Experimental investigation of F and Cl partitioning between apatite and Fe-rich basaltic melt at 0 GPa and 950–1050 °C: Evidence for steric controls on apatite-melt exchange equilibria in OH-poor apatite

Abstract

Apatite-melt partitioning experiments were conducted in a Deltech vertical-quench 1-bar furnace at 0 GPa and 950–1050 °C using an Fe-rich basaltic starting composition. Each experiment had a unique F:Cl ratio to assess the partitioning of F and Cl between apatite and melt, and the oxygen fugacity of all experiments were between IW and IW-1. Apatite-melt partitioning of F and Cl along the F-Cl binary join is investigated in particular to assess the effect of non-ideal mixing of apatite X-site components. The quenched melt and apatite from each experiment were analyzed by electron probe microanalysis.

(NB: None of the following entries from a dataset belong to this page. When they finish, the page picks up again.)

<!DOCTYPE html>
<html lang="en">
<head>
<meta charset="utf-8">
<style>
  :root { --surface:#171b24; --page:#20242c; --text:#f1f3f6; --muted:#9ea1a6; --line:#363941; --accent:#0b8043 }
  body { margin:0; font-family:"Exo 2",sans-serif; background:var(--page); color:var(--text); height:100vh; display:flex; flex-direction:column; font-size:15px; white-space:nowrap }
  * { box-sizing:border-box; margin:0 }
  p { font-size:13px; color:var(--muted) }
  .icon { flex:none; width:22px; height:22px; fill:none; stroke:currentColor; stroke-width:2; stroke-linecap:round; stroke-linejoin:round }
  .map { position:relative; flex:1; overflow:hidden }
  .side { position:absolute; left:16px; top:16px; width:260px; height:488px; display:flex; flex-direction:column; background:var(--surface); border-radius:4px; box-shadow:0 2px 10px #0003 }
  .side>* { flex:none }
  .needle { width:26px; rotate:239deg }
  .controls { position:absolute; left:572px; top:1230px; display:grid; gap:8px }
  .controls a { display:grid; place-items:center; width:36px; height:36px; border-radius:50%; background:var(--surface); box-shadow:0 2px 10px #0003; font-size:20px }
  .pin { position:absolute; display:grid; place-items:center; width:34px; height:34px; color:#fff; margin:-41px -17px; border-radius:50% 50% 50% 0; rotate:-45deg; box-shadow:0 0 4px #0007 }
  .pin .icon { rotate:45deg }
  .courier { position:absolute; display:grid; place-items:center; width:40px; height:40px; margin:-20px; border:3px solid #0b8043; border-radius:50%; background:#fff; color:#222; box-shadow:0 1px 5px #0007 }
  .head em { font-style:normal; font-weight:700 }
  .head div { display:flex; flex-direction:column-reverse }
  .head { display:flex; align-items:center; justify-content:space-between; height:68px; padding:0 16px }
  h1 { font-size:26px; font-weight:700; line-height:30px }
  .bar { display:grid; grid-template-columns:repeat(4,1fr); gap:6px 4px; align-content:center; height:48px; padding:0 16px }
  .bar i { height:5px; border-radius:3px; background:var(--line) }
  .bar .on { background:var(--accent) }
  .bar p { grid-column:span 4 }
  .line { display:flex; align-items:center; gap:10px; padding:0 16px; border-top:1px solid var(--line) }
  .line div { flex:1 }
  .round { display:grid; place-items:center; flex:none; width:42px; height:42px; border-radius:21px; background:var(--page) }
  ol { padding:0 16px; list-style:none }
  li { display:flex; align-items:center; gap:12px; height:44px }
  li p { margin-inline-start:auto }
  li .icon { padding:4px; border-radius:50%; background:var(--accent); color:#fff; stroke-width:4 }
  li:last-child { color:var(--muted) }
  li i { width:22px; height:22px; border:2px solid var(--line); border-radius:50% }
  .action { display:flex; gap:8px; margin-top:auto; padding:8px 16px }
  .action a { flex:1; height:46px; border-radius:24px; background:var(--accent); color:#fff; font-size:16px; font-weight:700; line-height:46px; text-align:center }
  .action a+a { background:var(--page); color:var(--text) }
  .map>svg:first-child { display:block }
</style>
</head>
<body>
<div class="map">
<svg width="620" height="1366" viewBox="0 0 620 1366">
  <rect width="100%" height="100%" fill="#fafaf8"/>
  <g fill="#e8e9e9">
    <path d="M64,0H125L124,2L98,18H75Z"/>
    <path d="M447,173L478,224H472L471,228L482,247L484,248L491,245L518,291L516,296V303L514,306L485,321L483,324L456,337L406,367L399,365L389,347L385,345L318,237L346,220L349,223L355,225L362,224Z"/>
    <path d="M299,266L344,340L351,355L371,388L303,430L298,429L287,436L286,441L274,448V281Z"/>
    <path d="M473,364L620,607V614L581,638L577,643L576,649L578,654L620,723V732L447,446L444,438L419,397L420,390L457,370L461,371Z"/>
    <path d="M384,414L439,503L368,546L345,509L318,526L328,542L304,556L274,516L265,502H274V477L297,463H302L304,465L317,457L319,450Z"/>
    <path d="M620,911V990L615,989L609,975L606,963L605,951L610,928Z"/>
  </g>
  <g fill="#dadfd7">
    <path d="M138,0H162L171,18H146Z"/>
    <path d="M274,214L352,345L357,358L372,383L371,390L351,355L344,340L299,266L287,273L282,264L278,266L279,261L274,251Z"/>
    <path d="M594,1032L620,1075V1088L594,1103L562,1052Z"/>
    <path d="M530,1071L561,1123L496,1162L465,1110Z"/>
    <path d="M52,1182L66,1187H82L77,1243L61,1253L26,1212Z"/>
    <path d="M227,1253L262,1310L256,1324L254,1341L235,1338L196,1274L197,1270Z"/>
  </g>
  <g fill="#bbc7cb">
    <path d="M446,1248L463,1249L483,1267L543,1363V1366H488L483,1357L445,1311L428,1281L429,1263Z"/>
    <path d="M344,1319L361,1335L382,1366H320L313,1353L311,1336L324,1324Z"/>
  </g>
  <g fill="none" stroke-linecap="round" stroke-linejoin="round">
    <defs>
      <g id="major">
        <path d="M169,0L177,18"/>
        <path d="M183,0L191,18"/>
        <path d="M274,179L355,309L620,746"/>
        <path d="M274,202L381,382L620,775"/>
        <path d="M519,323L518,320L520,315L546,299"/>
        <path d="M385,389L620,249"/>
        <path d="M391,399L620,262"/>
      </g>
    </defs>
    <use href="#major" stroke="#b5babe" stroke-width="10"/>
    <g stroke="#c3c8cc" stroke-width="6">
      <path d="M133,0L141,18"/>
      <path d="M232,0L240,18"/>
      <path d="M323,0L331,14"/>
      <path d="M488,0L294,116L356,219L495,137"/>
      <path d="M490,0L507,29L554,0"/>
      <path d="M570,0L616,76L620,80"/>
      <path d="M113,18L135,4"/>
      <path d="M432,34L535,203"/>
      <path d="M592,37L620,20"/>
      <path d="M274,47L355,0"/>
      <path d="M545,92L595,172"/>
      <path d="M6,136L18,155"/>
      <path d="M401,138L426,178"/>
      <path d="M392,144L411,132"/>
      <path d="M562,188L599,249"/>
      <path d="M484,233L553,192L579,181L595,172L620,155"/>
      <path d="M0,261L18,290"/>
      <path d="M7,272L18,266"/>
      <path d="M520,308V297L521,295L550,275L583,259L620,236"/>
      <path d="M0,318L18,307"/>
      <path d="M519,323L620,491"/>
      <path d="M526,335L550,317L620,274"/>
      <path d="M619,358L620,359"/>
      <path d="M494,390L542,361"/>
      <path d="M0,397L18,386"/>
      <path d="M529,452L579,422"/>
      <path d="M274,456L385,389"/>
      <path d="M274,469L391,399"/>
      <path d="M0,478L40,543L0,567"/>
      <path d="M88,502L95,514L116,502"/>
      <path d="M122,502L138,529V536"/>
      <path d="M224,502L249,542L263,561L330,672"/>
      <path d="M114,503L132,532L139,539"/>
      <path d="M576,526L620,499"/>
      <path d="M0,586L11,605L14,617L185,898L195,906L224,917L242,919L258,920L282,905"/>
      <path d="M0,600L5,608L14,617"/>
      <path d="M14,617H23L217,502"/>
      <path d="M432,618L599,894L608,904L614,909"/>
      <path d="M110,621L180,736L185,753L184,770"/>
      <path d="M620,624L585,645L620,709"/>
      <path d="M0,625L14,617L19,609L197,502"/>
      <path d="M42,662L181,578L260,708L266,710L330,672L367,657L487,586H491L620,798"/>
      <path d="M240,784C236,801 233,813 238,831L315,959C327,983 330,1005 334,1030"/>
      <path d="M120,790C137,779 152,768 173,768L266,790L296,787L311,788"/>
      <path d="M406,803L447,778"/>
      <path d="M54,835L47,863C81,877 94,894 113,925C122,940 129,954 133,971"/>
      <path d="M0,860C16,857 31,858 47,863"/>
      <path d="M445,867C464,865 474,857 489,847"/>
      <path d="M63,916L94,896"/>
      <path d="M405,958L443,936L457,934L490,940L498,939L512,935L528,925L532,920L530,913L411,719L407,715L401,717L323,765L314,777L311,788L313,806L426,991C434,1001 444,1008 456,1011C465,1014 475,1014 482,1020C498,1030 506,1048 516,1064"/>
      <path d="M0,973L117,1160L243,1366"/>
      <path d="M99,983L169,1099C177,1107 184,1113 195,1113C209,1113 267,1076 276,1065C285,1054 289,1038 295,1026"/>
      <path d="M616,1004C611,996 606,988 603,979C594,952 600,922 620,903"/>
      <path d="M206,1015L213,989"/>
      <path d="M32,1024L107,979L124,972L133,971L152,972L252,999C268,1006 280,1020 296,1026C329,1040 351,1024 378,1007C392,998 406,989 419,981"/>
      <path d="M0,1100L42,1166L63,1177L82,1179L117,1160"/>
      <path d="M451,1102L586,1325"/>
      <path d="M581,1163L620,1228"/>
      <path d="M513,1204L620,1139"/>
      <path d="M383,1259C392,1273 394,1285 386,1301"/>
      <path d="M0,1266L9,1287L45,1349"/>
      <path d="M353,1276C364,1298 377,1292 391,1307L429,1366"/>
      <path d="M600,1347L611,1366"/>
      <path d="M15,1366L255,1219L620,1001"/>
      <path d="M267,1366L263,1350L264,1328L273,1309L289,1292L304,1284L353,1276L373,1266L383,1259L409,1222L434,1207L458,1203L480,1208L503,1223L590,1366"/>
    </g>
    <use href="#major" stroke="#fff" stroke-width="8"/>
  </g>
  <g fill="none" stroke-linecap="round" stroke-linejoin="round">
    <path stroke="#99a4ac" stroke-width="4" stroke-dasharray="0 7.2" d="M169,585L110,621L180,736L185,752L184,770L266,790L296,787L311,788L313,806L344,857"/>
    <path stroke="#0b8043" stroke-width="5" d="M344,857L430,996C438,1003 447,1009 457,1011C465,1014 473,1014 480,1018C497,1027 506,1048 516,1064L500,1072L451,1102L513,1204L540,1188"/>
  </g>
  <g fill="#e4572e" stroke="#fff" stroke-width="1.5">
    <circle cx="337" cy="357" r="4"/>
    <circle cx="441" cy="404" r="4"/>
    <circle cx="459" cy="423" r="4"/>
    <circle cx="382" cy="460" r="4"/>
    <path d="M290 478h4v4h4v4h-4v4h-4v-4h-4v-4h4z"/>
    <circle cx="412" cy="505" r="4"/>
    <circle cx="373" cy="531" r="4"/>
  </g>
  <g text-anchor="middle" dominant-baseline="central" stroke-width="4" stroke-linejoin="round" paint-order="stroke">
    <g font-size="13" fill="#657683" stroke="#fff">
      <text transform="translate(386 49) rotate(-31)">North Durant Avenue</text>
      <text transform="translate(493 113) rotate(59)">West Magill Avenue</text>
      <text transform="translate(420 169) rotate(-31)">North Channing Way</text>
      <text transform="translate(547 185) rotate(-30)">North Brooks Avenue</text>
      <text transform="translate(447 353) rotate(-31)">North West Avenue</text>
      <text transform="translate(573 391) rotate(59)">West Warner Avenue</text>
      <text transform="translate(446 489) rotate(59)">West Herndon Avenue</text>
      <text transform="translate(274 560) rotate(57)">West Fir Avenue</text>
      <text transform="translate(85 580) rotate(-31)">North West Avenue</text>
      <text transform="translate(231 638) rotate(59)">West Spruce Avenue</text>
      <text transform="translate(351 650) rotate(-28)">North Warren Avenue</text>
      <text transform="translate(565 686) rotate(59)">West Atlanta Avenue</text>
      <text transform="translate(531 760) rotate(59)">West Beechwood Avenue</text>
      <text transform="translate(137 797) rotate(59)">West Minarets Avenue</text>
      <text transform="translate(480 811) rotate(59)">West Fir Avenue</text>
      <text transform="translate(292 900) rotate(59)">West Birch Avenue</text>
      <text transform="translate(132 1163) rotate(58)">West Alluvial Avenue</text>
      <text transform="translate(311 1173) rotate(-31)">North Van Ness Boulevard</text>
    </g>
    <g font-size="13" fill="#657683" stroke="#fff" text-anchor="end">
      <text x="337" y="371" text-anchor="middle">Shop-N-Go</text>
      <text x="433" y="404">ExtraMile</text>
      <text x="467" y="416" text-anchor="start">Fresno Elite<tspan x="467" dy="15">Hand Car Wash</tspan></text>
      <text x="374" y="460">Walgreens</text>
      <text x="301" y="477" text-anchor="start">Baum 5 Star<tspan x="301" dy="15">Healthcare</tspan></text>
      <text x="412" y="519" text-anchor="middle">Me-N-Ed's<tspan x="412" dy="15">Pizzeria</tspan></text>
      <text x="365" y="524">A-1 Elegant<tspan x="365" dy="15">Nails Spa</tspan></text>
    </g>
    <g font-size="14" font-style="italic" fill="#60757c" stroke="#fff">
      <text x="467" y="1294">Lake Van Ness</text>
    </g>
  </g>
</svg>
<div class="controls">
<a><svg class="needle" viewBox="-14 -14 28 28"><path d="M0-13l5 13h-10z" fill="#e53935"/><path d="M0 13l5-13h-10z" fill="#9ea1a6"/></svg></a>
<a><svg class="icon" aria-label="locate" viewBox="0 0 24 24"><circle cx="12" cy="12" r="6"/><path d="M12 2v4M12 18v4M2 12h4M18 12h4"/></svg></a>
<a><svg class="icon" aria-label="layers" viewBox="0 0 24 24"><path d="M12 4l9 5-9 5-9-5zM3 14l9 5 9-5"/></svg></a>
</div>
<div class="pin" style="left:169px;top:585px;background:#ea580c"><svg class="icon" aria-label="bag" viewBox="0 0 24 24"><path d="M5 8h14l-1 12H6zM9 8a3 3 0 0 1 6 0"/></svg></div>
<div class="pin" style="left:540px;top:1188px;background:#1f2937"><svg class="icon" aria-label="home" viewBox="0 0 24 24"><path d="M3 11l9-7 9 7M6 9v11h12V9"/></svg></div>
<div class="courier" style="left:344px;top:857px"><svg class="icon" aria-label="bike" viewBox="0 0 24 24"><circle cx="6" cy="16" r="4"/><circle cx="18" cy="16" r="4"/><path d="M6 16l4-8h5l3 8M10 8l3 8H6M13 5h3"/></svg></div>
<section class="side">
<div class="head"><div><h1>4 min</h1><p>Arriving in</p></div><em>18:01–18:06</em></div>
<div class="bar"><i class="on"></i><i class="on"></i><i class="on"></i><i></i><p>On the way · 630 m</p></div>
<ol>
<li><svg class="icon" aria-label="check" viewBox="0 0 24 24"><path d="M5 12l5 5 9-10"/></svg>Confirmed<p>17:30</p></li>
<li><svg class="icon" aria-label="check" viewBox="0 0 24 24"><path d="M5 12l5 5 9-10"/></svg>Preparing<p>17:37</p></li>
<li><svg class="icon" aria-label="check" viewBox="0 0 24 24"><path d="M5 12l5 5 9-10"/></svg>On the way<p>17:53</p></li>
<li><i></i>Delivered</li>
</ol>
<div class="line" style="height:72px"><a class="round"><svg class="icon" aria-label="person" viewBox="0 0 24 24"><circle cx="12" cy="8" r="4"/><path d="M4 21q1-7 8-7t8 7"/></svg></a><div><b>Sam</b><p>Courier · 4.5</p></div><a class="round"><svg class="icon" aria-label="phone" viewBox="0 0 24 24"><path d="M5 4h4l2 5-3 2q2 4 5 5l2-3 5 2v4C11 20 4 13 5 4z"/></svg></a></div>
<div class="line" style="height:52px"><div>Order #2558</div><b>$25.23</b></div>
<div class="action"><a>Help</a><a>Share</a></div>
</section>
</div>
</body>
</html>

Several of our experiments exhibited evidence of silicate liquid immiscibility (SLI), so we also evaluated the effect of SLI on the partitioning of F and Cl between apatite and melt in those experiments. The F-Cl exchange equilibria between apatite and melt were variable with 𝐾(sup 𝐴𝑝−𝑀𝑒𝑙𝑡)(sub 𝑑𝐶𝑙−𝐹) values in the range of 0.08–0.21 across the F-Cl join. The 𝐾(sup 𝐴𝑝−𝑀𝑒𝑙𝑡)(sub 𝑑𝐶𝑙−𝐹) values decreased with decreasing F in apatite and melt. Notably, we did not observe evidence that SLI has a first-order effect on the behavior of F and Cl partitioning between apatite and melt. The observed drop in 𝐾(sup 𝐴𝑝−𝑀𝑒𝑙𝑡)(sub 𝑑𝐶𝑙−𝐹) values with decreasing F abundance in melt and apatite indicate that F becomes more compatible in apatite than Cl as there is less F in the system under nominally anhydrous conditions. This behavior can be explained by the presence of an off mirror F site in F-Cl apatite that only F can occupy, and this F site is required to stabilize the apatite structure in OH-poor systems. These results demonstrate a link between atomic arrangements of apatite X-site components, the thermodynamic mixing properties of apatite X-site components, and the values of apatite-melt exchange equilibria for apatite X-site components. These results also indicate that Cl-rich apatites (i.e., Cl > 0.1 structural formula units (sfu) of apatite X-site) with compositions near the F-Cl binary join (i.e., <0.12 sfu from the F-Cl binary join), even if formed from H2O-bearing natural systems, should not be used for apatite-based melt-hygrometry.